Wednesday I met mum and Will at Shinagawa station where they were validating their rail passes. If you come to Japan as a tourist it’s fantastically good value to get a JR Pass; you get unlimited travel on JR (Japan Rail) trains for a week for about £200. It sounds expensive, but as I’m not here as a tourist, I couldn’t get one, and my return ticket to Osaka set me back £170 in one go. It sure is bloomin’ expensive travelling around Japan!
I was meant to be staying with Doug and his friend, but due to an unforeseen communication mix up, it turned out they’d booked to go to Kyoto first before Osaka, and mum and Will the other way round. On arrival at the hotel in Osaka therefore, we sweet talked the receptionist into letting us have an extra bed in the room (or what seemed like just swapping from a twin to a triple) and a crisis was averted.
On Thursday, we actually went 40 minutes out of Osaka to the historic town of Nara, which used to be the capital of Japan before Kyoto (which was in turn the capital before Tokyo). The overwhelming feature of Nara was its big park with lots of roaming deer, scattered about which were many more temples and shrines.
The best of these was undoubtedly todai-ji 東大寺, the biggest wooden building in the world, which houses a fantasticly large 20m high Buddha, which has been there since the year 752. Inside the temple we were accosted by some visiting schoolchildren from Chiba who had an English assignment to talk to some foreigners and have their photo taken with us. It was all good fun, indeed by the time we’d left the Buddha hall two more groups came up to talk to us, so there’ll be three photos of us on the wall of their classroom come next week!

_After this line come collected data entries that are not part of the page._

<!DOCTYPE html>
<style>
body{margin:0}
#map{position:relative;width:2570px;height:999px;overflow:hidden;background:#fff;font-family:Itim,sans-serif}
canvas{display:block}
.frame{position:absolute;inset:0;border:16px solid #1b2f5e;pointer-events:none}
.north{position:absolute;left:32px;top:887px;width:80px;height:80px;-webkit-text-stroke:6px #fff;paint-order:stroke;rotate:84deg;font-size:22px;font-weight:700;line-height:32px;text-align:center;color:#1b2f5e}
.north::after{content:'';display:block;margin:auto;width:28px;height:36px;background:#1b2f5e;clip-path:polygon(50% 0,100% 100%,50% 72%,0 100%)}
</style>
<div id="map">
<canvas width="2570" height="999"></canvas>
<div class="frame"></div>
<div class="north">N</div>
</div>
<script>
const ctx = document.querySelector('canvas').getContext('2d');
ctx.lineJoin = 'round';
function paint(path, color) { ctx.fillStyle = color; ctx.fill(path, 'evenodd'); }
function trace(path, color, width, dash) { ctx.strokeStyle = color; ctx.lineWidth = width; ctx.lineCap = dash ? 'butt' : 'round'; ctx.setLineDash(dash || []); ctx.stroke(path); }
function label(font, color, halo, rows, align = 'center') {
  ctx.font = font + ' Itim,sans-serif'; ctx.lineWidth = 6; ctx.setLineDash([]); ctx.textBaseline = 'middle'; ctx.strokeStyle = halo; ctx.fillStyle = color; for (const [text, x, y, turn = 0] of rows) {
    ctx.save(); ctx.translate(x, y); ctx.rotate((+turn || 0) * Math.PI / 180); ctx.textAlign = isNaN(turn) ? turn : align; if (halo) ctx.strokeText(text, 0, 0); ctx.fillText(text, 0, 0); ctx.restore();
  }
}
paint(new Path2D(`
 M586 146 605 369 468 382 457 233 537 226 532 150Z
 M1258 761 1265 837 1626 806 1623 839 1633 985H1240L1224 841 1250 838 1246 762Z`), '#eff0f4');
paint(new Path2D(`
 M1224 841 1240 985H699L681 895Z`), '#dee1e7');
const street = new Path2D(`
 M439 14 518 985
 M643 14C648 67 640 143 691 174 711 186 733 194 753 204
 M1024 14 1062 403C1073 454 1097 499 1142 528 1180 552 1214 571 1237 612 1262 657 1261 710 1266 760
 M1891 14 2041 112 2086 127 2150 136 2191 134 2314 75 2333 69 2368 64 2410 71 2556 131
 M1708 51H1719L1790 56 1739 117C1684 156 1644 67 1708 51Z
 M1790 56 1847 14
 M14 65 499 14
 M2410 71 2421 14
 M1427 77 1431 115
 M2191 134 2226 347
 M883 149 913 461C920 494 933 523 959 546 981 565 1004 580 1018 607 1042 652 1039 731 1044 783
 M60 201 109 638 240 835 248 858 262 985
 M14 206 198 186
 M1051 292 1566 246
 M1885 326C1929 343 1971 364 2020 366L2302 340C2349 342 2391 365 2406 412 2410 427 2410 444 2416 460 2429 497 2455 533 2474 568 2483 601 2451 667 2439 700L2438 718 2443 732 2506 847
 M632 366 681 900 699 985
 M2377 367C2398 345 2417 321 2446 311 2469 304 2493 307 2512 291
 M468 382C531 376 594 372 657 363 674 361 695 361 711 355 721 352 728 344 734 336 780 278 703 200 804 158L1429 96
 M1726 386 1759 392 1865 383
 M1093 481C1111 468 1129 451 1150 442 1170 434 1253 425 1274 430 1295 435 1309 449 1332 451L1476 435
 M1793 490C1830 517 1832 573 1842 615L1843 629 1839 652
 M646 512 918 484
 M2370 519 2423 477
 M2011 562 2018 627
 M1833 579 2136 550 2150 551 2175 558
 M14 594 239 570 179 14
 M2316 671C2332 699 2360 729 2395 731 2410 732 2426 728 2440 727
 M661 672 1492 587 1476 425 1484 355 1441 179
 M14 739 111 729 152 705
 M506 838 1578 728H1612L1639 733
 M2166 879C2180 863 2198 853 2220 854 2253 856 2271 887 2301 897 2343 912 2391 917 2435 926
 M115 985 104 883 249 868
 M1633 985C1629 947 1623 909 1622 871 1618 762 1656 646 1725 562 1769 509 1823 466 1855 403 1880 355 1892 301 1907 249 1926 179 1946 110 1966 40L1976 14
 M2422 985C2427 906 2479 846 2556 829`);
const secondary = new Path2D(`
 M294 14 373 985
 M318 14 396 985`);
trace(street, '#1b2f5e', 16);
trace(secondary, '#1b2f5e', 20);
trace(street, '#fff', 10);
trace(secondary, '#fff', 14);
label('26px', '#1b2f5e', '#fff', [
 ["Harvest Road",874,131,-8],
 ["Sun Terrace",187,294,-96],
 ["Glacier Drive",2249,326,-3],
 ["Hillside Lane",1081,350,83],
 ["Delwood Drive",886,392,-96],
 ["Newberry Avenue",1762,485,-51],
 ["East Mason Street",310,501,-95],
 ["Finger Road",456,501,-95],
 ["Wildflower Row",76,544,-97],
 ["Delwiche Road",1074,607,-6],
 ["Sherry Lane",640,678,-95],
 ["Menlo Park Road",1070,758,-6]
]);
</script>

We headed back to Osaka for a little rest, and in the evening went 30 minutes in the opposite direction from Nara to Kobe, to have a walk around the harbour before lunch. Probably most famous for the 1995 earthquake and Kobe beef, there’s not really much to do there as a tourist apart from shopping, but it was nice walking around the harbour, we found a little exhibit about the earthquake and a submerged street they’d left to show the extent of the damage. Still, we had a pleasant evening and meal before coming back to the hotel to prepare a plan of action for sightseeing round Osaka the following day.

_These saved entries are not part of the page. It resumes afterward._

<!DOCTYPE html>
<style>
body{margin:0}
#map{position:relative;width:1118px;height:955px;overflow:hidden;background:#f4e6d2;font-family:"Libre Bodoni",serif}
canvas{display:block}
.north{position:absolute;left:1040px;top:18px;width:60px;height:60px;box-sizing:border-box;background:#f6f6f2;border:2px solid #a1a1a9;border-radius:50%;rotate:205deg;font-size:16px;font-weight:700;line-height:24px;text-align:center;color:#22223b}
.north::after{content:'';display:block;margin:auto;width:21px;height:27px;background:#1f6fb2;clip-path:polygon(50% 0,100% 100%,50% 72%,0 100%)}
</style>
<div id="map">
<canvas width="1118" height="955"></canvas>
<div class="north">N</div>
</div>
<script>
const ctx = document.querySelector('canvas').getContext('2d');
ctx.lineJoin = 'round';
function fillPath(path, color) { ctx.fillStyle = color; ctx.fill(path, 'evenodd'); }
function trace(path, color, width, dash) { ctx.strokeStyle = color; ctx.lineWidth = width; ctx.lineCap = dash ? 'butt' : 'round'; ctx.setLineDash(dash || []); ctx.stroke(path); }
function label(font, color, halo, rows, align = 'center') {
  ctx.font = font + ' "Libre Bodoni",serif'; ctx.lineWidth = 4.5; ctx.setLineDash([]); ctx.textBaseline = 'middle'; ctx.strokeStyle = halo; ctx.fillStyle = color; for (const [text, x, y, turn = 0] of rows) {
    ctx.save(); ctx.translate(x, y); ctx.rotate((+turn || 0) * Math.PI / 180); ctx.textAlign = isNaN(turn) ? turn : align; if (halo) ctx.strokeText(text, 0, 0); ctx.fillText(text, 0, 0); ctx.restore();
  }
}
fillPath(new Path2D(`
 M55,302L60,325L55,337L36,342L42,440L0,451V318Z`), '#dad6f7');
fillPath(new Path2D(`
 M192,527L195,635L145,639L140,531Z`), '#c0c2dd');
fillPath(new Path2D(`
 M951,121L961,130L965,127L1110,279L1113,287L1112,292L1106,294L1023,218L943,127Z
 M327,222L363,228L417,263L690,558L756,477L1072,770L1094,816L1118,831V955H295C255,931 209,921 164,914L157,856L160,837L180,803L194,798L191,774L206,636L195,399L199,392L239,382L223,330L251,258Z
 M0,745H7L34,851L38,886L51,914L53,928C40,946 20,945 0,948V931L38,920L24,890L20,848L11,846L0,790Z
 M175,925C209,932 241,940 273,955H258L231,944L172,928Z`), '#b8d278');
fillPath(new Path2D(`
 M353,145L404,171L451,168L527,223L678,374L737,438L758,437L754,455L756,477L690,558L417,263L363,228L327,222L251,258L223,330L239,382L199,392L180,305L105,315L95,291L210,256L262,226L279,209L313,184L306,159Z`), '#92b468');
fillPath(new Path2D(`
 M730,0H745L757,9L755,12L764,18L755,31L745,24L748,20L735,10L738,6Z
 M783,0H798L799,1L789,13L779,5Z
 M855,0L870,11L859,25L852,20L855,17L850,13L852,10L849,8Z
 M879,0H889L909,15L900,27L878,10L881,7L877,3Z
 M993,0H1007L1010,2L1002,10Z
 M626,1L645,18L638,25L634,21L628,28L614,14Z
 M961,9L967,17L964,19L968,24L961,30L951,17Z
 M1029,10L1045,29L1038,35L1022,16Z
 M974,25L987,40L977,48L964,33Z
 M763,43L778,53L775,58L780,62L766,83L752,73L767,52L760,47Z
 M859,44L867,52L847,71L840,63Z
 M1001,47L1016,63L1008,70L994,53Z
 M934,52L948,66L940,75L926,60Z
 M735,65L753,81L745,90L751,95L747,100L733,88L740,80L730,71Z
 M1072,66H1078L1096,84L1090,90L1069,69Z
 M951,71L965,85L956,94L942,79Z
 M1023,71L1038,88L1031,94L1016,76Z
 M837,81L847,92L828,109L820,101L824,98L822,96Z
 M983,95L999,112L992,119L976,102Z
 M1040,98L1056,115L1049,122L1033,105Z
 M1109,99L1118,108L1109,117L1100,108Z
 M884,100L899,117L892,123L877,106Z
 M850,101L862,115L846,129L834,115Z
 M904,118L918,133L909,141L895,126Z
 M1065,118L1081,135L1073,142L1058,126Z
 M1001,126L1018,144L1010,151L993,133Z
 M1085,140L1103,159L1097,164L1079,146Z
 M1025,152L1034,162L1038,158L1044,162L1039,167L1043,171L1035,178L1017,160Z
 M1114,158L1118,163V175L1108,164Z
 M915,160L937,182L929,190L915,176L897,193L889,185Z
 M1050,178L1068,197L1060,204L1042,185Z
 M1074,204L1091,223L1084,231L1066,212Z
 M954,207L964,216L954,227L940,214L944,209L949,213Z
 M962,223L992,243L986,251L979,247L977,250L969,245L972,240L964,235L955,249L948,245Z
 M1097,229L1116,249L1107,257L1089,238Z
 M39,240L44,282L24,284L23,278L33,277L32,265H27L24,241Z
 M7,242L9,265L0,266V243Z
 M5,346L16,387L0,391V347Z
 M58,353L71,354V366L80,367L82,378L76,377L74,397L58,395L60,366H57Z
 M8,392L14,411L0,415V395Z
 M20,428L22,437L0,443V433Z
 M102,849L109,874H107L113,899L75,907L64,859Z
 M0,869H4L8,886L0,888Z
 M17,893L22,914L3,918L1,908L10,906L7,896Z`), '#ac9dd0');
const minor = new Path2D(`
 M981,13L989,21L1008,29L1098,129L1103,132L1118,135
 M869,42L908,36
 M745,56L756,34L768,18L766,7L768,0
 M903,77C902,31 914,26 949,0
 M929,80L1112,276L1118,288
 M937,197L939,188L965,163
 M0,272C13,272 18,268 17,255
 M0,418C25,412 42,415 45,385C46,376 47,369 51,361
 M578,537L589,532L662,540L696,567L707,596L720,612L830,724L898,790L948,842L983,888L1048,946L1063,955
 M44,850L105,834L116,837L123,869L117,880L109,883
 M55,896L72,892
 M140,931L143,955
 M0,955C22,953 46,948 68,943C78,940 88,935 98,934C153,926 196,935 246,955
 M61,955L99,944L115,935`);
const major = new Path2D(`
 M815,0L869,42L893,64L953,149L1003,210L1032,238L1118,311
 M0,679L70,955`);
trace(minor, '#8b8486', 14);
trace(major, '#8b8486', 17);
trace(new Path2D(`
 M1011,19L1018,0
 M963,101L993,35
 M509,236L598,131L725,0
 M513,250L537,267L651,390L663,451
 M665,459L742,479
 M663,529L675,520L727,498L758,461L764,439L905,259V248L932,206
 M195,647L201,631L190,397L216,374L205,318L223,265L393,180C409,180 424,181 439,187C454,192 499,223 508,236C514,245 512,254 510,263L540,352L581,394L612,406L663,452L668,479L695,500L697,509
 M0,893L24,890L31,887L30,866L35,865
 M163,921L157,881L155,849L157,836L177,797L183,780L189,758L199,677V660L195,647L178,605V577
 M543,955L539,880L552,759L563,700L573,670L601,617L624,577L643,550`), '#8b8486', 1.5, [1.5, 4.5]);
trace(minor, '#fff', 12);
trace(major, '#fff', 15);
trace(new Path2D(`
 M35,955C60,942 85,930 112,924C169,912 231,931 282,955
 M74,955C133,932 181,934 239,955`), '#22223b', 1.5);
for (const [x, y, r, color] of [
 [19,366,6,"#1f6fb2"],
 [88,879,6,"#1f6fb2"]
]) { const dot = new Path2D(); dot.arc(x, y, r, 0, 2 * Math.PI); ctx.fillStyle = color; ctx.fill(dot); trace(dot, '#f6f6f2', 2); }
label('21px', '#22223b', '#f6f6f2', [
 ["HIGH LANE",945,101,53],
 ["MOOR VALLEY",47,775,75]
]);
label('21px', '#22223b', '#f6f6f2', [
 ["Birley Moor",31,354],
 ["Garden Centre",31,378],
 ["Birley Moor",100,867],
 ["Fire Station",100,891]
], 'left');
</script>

Our first stop was Tsūtenkaku, (what I thought was Osaka Tower, but a quick Wikipedia tells me otherwise), towards the south, which was apparently designed to look like the Eiffel Tower (don’t think it did really). Whilst enjoying the views of the city from the top, we were once again accosted, this time by a TV crew! They homed in on mum and asked her questions about the tower; she said “oh no I don’t understand, my son speaks Japanese he’ll talk to you”, so I got dragged in as well! He asked me what I thought of the tower, and showed a picture of how it looked 100 years ago, apparently with what was meant to be Arc de Triomphe features at the bottom (again dubious). We were certain that this was gonna be a Japanese “let’s laugh at the stupid foreigners” programme, but after the same quick Wikipedia it seems the tower was built in 1912 so could have been a genuine programme!
Nevertheless we made a hasty getaway, and onto another couple of shrines (after a while they all look pretty similar so unless there’s something remarkable about them I’m not gonna say much more) before the crème de menthe of Osaka sightseeing, Osaka castle.
It was pretty impressive. There were two moats, the grounds were lovely, and by this stage it was about 30 degrees so we were joking about the chances of air con inside the castle; this being Japan though, of course there was! Inside were some photos and pictures of 17th century battles the castle was involved in, but the main draw was again the view (and the breeze!) from the top.
Despite the lie in, and probably because of walking around in the heat for many hours, by now we were knackered again, so had a bite to eat and headed back to the hotel for a nap. We had one final thing on our checklist, the floating garden observatory (and yet another view of the city).
We timed our visit for dusk, so we could see the rooftops in the light and the dark, and it was a very good view. I’m not quite sure why it’s called the garden observatory as I didn’t see any plants, but it’s a circular walkway connecting the tops of two 40 floor skyscrapers, and commands a great view of the city.